The dollar was firm against a basket of currencies on Friday as U.S. job growth recorded its best month in over 1-1/2 years in February while wage gains slowed more than expected, supporting the view the Federal Reserve would not quicken its pace on raising interest rates.
The yen fell broadly after the Bank of Japan stuck to its dovish policy stance. BOJ Governor Haruhiko Kuroda, while sounding optimistic on growth, stressed there would be no plan to change monetary policy before its 2 percent inflation target is reached.
Earlier Friday, the U.S. Labor Department said nonfarm payrolls grew by 313,000 last month, the largest monthly increase since July 2016, but average hourly earnings rose only 0.1 percent, slower than the 0.3 percent increase in January and less than the 0.2 percent forecast by analysts.
Traders concluded a tightening labor market would buttress the case for the Fed to raise key borrowing costs later this month and possibly two more times later this year, but the pullback in wage gains will likely prevent policymakers from raising rates four times in 2018.
"While this is good news for the U.S. economy, this doesnt change anything with the Fed.
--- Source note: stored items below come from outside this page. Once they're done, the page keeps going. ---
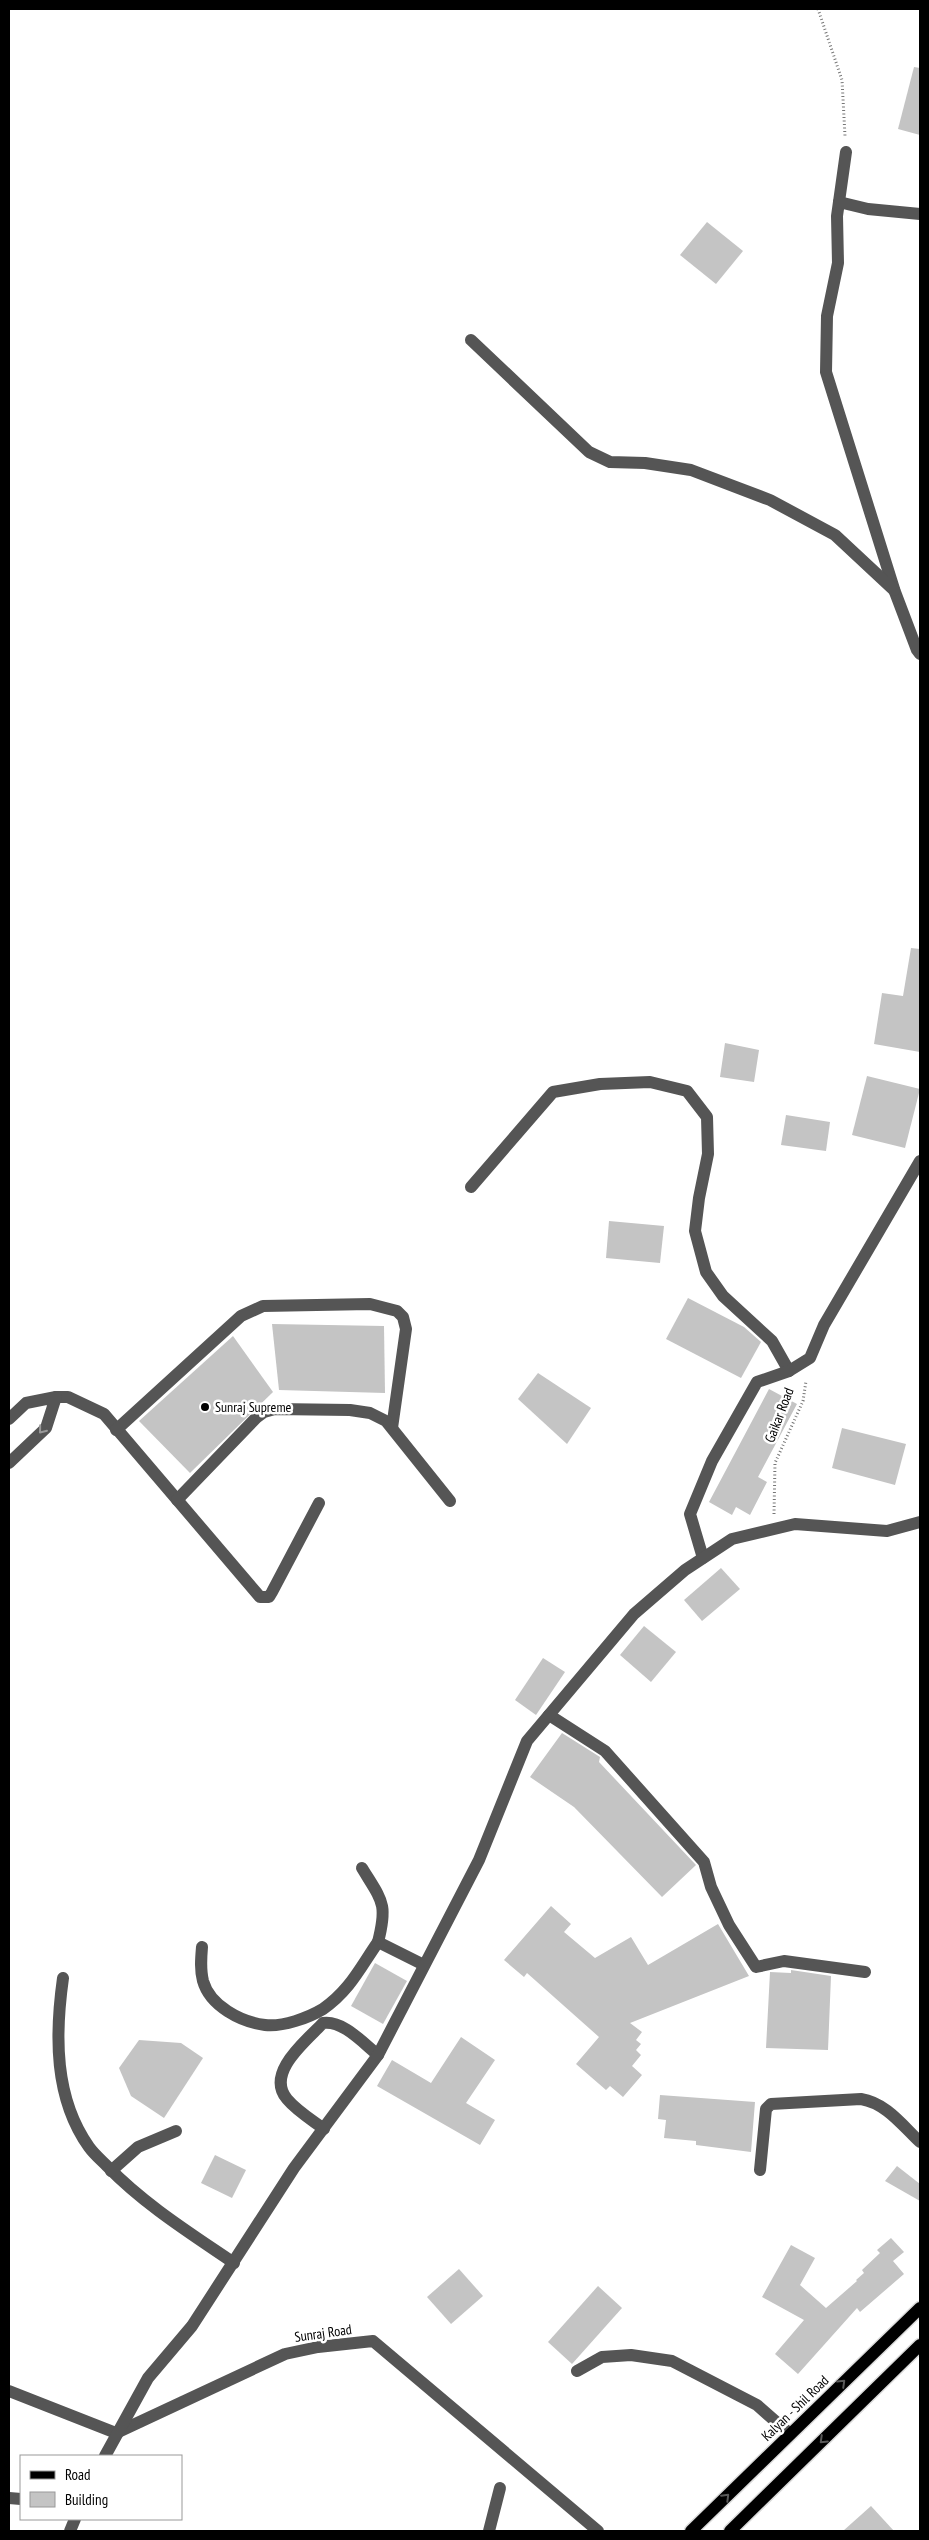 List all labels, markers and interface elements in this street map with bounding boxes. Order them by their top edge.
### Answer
street label: Gaikar Road [760,1385,798,1445]
place label: Sunraj Supreme [215,1398,292,1416]
marker: Sunraj Supreme [199,1401,211,1413]
one-way arrow [39,1424,48,1433]
street label: Sunraj Road [293,2320,353,2346]
street label: Kalyan - Shil Road [758,2371,832,2445]
one-way arrow [836,2380,845,2389]
one-way arrow [820,2434,829,2443]
legend [20,2455,182,2520]
text: Road [65,2465,91,2484]
text: Building [65,2490,108,2509]
one-way arrow [720,2494,729,2503] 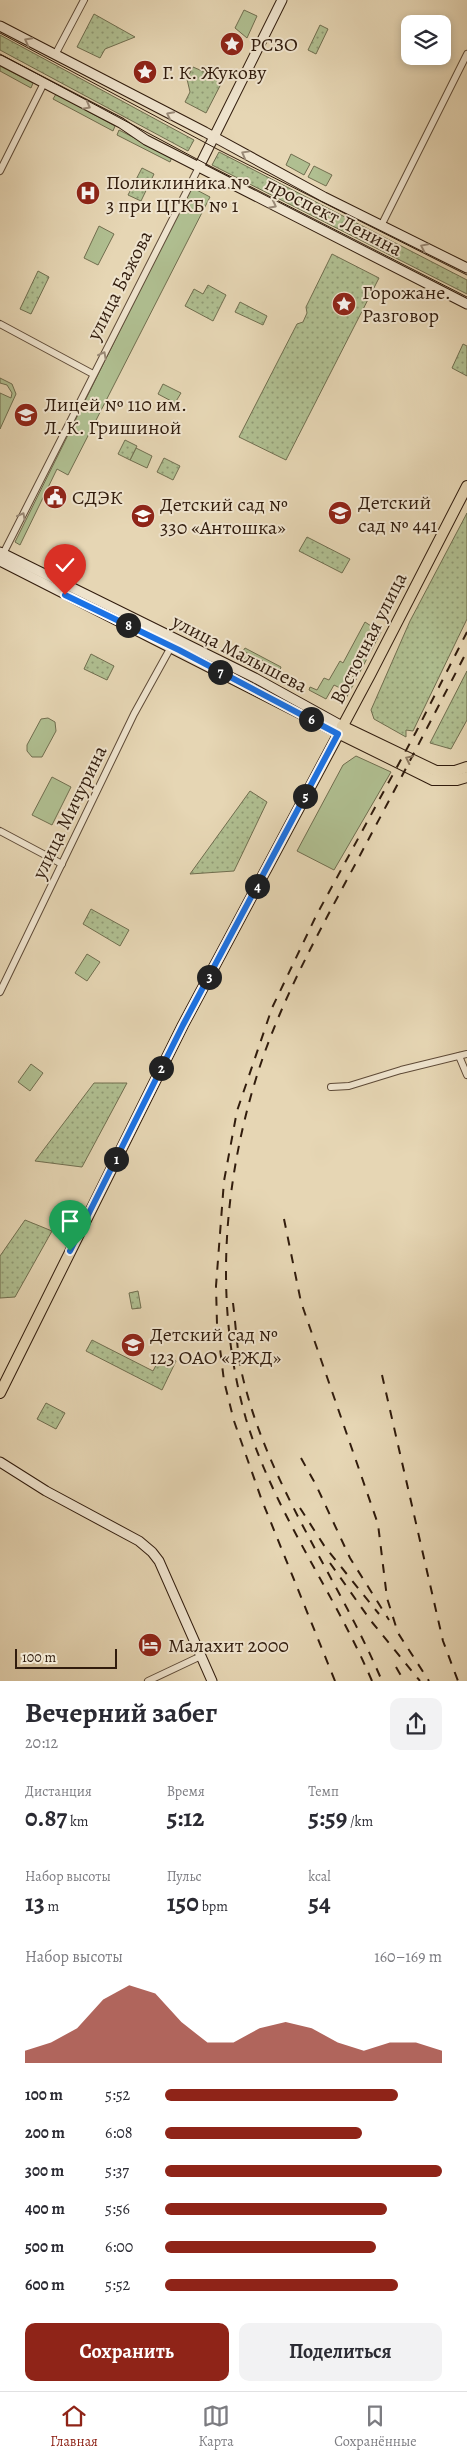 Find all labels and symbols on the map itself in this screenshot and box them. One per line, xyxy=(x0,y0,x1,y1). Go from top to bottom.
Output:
place icon: РСЗО xyxy=(219,31,245,57)
place label: РСЗО xyxy=(250,31,298,58)
one-way arrow xyxy=(24,37,33,47)
place icon: Г. К. Жукову xyxy=(132,59,158,85)
place label: Г. К. Жукову xyxy=(162,59,267,86)
one-way arrow xyxy=(82,100,91,110)
one-way arrow xyxy=(167,111,176,121)
one-way arrow xyxy=(241,150,250,160)
place label: Поликлиника № 3 при ЦГКБ № 1 xyxy=(106,169,249,219)
street label: проспект Ленина xyxy=(261,170,408,263)
hospital icon: Поликлиника № 3 при ЦГКБ № 1 xyxy=(75,180,101,206)
one-way arrow xyxy=(268,199,277,209)
street label: улица Бажова xyxy=(80,225,159,346)
one-way arrow xyxy=(420,243,429,253)
place label: Горожане. Разговор xyxy=(362,279,451,329)
place icon: Горожане. Разговор xyxy=(331,291,357,317)
one-way arrow xyxy=(97,351,107,360)
place label: Лицей № 110 им. Л. К. Гришиной xyxy=(44,391,187,441)
school or university icon: Лицей № 110 им. Л. К. Гришиной xyxy=(13,402,39,428)
public building icon: СДЭК xyxy=(42,484,68,510)
place label: СДЭК xyxy=(72,484,123,511)
place label: Детский сад № 441 xyxy=(358,489,438,539)
place label: Детский сад № 330 «Антошка» xyxy=(160,491,288,541)
school or university icon: Детский сад № 441 xyxy=(327,500,353,526)
school or university icon: Детский сад № 330 «Антошка» xyxy=(130,503,156,529)
one-way arrow xyxy=(16,512,26,521)
pin xyxy=(44,544,86,595)
street label: Восточная улица xyxy=(324,567,414,709)
street label: улица Малышева xyxy=(167,607,313,700)
pin: 8 xyxy=(116,612,140,638)
pin: 7 xyxy=(208,660,232,684)
pin: 6 xyxy=(298,706,324,732)
street label: улица Мичурина xyxy=(25,740,114,884)
one-way arrow xyxy=(405,755,414,765)
pin: 5 xyxy=(292,784,318,808)
pin: 4 xyxy=(244,874,270,898)
pin: 3 xyxy=(196,964,222,990)
pin: 2 xyxy=(148,1056,174,1080)
pin: 1 xyxy=(104,1146,128,1172)
pin xyxy=(49,1200,91,1251)
place label: Детский сад № 123 ОАО «РЖД» xyxy=(150,1321,282,1371)
school or university icon: Детский сад № 123 ОАО «РЖД» xyxy=(120,1332,146,1358)
hotel icon: Малахит 2000 xyxy=(137,1632,163,1658)
place label: Малахит 2000 xyxy=(168,1632,289,1659)
scale bar xyxy=(15,1646,118,1669)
The path of three rate hikes stays as our base case," said Chuck Tomes, senior trader at Manulife Asset Management in Boston.
The latest payrolls report may bolster the greenback in the short term, but global trade tension stemming from U.S. President Donald Trump's steel and aluminum tariffs, which he signed on Thursday and faster growth outside the United States remain a longer-term drag on the dollar, Tomes said.
The index that tracks the dollar against six major currencies last fell 0.04 percent, to 90.14.
The euro was last down 0.05 percent at $1.2304. The single currency remained on the back foot after falling on Thursday as European Central Bank President Mario Draghi, while acknowledging faster growth in Europe, said regional inflation remained subdued and rising protectionism was a risk.
The dollar advanced to a one-week peak against the yen after the BOJ stuck to its negative rate policy on Friday and BOJ chief Kuroda, like Draghi, sounded caution about the risk of rising protectionism and inflation staying sluggish.
The yen also succumbed to traders scaling back their safe-haven holdings of the Japanese currency on news that Trump was prepared to meet with North Korea's Kim Jong Un, marking a potential major breakthrough in nuclear tensions with Pyongyang.